Nothing in the data may be omitted; output it all verbatim.

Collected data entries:

####################

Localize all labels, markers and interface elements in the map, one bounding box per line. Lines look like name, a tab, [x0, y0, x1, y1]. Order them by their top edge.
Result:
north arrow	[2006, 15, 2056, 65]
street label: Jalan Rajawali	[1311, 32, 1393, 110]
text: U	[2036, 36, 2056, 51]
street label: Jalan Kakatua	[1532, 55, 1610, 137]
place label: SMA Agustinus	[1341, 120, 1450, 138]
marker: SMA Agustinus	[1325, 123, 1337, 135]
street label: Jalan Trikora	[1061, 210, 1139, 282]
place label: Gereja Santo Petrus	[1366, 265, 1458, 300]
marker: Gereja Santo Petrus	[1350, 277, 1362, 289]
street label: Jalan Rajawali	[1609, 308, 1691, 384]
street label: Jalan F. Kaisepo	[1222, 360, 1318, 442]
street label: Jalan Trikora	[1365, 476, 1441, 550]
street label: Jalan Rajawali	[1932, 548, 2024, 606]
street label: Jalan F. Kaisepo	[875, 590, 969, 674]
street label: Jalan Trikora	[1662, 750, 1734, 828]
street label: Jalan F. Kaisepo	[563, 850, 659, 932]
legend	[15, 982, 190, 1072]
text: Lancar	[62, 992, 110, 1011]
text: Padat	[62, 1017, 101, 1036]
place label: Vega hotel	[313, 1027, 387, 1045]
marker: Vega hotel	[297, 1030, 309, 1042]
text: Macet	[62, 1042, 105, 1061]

####################

Response below |
Localize all labels, markers and interface elements in the map, one bounding box per line. Lines look like name, a tab, [x0, y0, x1, y1]. Order them by their top edge.
Result:
north arrow	[2006, 15, 2056, 65]
street label: Jalan Rajawali	[1311, 32, 1393, 110]
text: U	[2036, 36, 2056, 51]
street label: Jalan Kakatua	[1532, 55, 1610, 137]
place label: SMA Agustinus	[1341, 120, 1450, 138]
marker: SMA Agustinus	[1325, 123, 1337, 135]
street label: Jalan Trikora	[1061, 210, 1139, 282]
place label: Gereja Santo Petrus	[1366, 265, 1458, 300]
marker: Gereja Santo Petrus	[1350, 277, 1362, 289]
street label: Jalan Rajawali	[1609, 308, 1691, 384]
street label: Jalan F. Kaisepo	[1222, 360, 1318, 442]
street label: Jalan Trikora	[1365, 476, 1441, 550]
street label: Jalan Rajawali	[1932, 548, 2024, 606]
street label: Jalan F. Kaisepo	[875, 590, 969, 674]
street label: Jalan Trikora	[1662, 750, 1734, 828]
street label: Jalan F. Kaisepo	[563, 850, 659, 932]
legend	[15, 982, 190, 1072]
text: Lancar	[62, 992, 110, 1011]
text: Padat	[62, 1017, 101, 1036]
place label: Vega hotel	[313, 1027, 387, 1045]
marker: Vega hotel	[297, 1030, 309, 1042]
text: Macet	[62, 1042, 105, 1061]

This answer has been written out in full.